◆ **Task prompt**: Lines holding the string "linear" are the ones to copy from this listing.
Material to process Start Marker
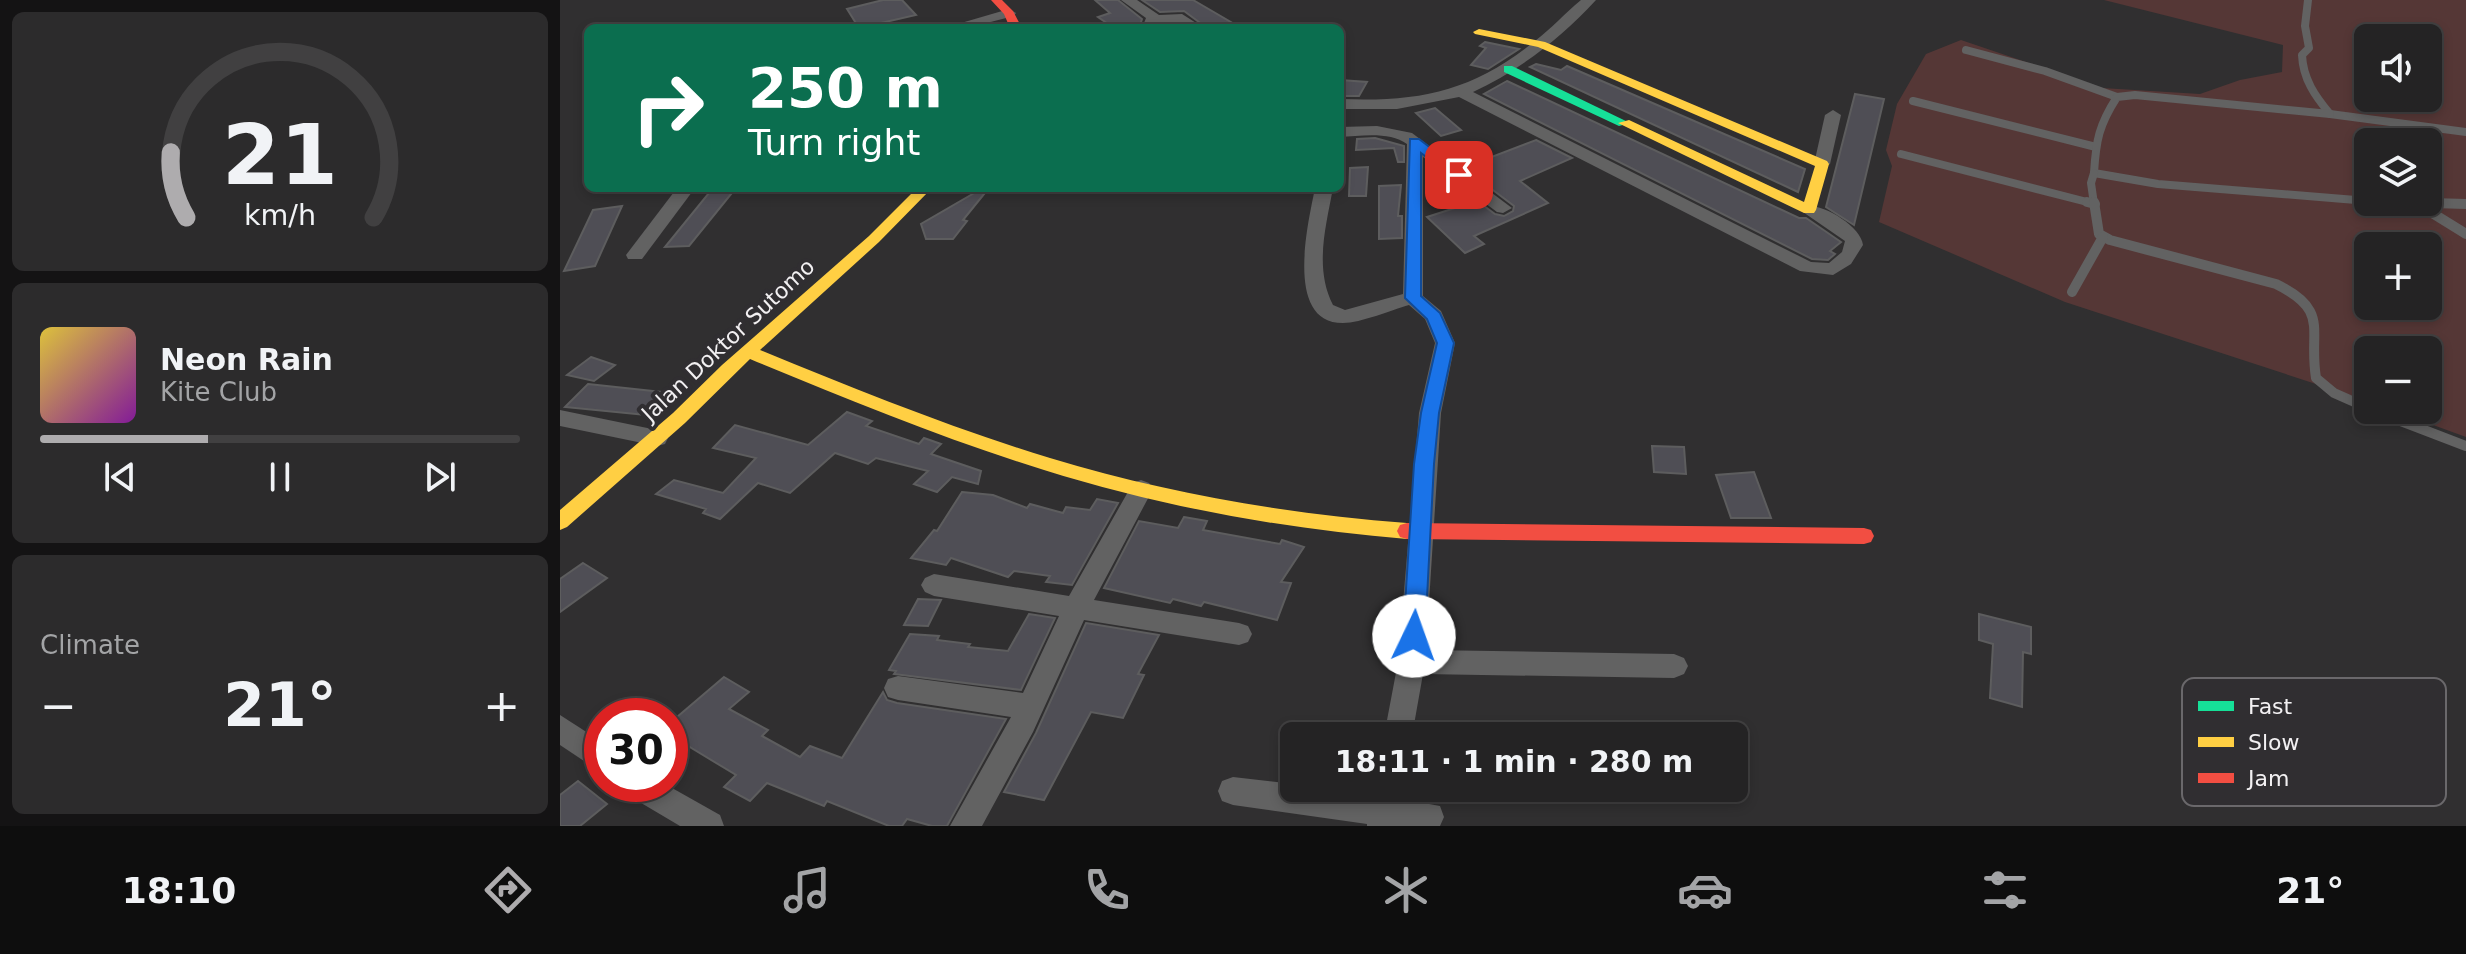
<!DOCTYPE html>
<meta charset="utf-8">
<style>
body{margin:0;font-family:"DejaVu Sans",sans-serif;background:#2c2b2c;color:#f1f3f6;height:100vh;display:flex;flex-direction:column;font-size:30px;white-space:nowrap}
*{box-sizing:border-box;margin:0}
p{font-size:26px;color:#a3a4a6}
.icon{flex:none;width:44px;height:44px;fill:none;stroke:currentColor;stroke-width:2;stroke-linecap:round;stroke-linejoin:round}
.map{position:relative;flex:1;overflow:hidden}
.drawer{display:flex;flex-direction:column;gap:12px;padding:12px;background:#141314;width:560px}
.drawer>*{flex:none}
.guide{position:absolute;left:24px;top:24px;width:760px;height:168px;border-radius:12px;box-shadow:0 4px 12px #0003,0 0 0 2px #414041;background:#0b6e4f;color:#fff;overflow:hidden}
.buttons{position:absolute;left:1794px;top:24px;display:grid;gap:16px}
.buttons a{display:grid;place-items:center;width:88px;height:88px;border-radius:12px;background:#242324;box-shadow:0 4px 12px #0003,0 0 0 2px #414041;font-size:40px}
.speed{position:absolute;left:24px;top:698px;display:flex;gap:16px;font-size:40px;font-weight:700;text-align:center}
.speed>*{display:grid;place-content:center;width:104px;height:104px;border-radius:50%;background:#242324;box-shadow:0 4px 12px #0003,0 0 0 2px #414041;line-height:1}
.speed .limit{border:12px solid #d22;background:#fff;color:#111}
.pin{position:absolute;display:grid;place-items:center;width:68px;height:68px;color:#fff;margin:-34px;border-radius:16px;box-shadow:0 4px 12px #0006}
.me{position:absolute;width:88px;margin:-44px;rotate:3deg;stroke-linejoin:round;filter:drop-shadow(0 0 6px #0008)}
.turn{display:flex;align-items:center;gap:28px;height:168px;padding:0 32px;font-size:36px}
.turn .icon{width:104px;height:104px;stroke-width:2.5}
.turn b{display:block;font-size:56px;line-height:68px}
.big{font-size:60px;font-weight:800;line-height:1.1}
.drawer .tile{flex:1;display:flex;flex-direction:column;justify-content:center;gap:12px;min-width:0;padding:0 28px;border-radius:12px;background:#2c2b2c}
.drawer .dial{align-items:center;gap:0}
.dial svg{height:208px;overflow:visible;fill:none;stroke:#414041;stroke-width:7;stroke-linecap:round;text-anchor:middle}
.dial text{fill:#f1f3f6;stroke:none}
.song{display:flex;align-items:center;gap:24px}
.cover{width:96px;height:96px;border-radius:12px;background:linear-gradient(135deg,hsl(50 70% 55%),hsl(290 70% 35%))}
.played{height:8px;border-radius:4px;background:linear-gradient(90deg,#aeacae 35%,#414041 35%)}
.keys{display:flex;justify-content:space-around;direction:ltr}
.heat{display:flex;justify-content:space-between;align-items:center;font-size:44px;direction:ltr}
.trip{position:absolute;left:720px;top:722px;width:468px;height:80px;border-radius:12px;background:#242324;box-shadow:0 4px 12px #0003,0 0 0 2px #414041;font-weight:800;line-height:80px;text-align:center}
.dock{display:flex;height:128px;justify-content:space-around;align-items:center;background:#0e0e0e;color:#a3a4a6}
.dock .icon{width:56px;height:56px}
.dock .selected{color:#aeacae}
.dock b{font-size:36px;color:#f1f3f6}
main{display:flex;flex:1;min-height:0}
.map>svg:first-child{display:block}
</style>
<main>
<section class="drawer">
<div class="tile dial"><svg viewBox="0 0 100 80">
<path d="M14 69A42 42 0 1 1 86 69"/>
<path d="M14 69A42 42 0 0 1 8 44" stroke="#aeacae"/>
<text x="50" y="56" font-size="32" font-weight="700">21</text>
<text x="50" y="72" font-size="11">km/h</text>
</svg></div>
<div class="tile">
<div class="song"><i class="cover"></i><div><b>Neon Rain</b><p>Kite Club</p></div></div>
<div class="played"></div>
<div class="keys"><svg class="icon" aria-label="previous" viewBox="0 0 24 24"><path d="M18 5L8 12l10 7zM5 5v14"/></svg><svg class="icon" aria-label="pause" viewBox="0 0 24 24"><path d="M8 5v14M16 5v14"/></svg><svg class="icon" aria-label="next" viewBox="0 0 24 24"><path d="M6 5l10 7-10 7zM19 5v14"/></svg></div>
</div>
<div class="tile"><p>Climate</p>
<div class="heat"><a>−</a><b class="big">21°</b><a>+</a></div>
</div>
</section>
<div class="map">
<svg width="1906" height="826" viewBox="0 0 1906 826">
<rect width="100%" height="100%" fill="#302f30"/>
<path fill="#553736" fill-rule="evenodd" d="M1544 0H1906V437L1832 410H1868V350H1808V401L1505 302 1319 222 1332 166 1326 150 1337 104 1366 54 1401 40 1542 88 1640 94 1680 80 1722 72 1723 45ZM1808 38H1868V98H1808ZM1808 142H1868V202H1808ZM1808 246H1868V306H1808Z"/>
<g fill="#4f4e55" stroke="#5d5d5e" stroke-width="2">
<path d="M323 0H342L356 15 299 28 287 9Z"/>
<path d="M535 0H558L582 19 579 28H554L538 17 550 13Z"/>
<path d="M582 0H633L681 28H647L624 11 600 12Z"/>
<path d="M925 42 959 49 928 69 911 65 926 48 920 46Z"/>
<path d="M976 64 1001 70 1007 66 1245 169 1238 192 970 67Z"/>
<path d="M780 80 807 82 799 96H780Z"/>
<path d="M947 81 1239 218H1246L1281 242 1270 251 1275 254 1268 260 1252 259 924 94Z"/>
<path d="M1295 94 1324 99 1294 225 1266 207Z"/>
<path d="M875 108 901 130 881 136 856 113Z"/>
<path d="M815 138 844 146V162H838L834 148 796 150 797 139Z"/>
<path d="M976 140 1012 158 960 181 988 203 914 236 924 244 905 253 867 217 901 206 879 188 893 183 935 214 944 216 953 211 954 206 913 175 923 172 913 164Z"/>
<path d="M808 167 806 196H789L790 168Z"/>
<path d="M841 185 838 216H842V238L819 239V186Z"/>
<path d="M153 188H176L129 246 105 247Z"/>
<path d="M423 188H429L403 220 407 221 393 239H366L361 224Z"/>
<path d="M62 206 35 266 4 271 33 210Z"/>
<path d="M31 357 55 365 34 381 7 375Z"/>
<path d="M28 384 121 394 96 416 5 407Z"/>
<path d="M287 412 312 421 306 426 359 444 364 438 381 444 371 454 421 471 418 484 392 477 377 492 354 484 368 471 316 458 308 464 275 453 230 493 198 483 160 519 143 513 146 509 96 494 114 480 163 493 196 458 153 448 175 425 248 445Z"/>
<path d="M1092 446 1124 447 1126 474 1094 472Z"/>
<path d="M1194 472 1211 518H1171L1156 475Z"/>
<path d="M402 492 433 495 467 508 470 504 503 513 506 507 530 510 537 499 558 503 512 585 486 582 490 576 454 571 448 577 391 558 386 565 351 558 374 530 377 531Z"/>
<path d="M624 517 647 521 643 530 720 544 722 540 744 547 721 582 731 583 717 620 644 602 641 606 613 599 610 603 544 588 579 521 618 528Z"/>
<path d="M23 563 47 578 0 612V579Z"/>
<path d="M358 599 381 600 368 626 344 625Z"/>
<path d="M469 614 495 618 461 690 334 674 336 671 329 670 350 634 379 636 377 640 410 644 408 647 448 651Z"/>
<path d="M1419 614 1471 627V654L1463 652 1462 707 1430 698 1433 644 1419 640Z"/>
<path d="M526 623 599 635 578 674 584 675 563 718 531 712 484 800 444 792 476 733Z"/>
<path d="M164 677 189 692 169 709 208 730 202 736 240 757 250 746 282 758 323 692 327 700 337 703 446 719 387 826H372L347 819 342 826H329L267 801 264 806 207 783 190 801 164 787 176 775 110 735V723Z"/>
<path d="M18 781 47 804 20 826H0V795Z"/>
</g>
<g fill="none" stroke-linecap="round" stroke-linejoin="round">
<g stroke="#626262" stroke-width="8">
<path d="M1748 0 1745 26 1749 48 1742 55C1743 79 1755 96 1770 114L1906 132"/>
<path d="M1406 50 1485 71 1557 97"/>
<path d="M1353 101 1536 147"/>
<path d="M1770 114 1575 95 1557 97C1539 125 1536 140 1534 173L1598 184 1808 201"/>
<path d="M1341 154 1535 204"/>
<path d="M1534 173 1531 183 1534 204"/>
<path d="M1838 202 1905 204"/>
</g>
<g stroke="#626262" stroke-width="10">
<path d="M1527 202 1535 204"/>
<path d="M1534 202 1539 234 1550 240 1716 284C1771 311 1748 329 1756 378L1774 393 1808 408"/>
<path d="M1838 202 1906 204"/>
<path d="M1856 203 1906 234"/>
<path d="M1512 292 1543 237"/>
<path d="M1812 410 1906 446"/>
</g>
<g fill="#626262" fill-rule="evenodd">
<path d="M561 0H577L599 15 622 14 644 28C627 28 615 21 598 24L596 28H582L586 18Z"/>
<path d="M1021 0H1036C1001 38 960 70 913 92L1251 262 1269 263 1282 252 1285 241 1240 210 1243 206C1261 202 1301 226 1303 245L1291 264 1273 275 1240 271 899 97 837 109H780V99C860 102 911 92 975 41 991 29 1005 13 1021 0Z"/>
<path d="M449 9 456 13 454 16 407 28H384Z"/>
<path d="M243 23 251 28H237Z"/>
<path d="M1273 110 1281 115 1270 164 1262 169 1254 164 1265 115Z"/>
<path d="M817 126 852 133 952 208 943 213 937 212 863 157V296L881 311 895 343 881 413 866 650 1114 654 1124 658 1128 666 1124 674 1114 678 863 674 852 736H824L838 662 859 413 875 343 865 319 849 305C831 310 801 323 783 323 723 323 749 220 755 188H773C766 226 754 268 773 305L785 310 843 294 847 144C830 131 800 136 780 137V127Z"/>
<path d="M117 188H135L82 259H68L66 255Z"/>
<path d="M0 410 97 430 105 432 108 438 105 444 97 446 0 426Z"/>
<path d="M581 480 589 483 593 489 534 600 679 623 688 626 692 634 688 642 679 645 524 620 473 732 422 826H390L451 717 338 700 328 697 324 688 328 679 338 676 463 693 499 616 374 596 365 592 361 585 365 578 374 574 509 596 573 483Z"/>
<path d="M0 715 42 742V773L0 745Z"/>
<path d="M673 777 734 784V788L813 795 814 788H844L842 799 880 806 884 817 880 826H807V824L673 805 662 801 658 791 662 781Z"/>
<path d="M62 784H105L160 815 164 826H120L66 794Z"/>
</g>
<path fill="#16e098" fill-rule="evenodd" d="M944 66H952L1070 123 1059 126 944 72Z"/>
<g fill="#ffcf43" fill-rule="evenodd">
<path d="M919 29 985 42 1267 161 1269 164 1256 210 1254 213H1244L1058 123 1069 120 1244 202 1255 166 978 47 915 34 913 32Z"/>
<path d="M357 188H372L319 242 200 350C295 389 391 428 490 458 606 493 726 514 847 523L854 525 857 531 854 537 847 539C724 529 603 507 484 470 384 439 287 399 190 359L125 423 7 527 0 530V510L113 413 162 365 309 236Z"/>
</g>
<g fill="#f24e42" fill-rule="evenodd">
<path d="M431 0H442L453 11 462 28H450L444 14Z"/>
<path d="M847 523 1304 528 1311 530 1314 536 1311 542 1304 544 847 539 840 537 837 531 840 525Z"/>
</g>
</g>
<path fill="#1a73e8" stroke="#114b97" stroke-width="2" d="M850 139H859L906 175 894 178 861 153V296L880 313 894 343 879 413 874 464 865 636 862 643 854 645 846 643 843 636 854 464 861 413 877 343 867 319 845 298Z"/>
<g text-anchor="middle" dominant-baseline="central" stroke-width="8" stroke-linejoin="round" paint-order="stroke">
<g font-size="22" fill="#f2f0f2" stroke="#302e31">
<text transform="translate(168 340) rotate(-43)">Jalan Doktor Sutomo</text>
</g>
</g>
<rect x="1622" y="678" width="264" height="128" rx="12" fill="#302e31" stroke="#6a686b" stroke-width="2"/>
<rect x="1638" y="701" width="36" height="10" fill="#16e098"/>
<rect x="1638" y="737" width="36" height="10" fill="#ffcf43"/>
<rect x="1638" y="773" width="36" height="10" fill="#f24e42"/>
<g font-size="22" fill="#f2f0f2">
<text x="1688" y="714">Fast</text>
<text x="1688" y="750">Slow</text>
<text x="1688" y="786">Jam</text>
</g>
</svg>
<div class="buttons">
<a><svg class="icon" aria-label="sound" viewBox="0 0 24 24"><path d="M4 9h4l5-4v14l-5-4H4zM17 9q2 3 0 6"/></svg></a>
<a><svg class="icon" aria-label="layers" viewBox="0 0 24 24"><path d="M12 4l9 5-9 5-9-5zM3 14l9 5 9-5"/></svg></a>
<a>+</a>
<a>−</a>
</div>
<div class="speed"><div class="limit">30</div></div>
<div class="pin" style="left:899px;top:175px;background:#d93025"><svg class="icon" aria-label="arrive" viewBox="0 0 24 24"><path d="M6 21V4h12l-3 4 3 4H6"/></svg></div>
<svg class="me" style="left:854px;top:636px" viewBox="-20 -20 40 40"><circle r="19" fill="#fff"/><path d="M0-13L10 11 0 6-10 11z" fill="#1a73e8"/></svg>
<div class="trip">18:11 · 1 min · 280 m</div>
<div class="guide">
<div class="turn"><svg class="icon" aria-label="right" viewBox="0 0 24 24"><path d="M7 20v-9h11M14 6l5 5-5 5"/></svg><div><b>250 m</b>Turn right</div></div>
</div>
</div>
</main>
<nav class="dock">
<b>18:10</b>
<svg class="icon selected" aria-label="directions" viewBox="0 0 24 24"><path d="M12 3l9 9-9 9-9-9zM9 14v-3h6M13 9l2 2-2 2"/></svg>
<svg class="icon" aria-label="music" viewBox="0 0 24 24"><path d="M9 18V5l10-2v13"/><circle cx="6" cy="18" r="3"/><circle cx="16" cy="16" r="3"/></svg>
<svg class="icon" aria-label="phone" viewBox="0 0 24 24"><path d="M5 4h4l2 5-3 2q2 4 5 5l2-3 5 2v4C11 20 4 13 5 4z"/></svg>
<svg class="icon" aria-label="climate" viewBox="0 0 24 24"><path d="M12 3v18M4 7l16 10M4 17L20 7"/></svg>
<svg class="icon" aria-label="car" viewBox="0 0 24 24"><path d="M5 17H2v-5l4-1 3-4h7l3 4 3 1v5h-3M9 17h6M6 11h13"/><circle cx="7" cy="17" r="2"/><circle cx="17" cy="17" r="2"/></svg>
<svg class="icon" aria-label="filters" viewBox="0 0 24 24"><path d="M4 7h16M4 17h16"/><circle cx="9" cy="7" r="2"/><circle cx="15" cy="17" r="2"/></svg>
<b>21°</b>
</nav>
Material to process End Marker
◆ **Output of the exercise**:
.cover{width:96px;height:96px;border-radius:12px;background:linear-gradient(135deg,hsl(50 70% 55%),hsl(290 70% 35%))}
.played{height:8px;border-radius:4px;background:linear-gradient(90deg,#aeacae 35%,#414041 35%)}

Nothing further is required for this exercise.